Collected data entries
▼▼▼

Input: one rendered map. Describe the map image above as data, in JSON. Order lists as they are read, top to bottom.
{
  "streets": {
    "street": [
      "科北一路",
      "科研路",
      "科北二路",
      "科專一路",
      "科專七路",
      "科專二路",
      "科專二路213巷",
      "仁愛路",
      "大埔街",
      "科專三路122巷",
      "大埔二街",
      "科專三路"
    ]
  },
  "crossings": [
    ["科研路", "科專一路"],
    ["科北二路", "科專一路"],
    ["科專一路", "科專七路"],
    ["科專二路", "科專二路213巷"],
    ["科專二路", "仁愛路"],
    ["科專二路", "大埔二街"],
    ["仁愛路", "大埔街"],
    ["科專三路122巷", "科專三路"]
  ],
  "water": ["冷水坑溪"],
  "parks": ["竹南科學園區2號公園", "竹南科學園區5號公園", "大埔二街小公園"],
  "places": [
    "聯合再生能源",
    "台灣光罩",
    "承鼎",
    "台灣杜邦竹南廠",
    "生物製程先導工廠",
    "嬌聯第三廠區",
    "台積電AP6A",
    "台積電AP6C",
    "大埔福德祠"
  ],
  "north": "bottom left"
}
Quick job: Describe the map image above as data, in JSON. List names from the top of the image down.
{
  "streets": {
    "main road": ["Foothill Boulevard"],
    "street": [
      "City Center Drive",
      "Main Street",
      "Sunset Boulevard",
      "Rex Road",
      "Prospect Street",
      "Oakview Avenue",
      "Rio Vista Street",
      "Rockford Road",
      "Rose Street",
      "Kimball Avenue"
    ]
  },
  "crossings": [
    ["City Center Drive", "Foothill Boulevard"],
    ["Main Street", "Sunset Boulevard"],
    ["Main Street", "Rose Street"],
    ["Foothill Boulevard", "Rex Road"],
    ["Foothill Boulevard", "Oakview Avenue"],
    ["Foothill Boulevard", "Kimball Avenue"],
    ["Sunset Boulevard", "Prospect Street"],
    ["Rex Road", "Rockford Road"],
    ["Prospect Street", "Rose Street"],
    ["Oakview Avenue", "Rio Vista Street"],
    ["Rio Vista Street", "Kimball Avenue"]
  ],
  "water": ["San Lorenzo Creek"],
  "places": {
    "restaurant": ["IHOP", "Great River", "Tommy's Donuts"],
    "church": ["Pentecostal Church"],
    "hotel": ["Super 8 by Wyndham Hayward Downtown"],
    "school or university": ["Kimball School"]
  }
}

▲▲▲

Work request ->
Copy every line of the data that carries the word "Kimball".

Output ->
      "Kimball Avenue"
    ["Foothill Boulevard", "Kimball Avenue"],
    ["Rio Vista Street", "Kimball Avenue"]
    "school or university": ["Kimball School"]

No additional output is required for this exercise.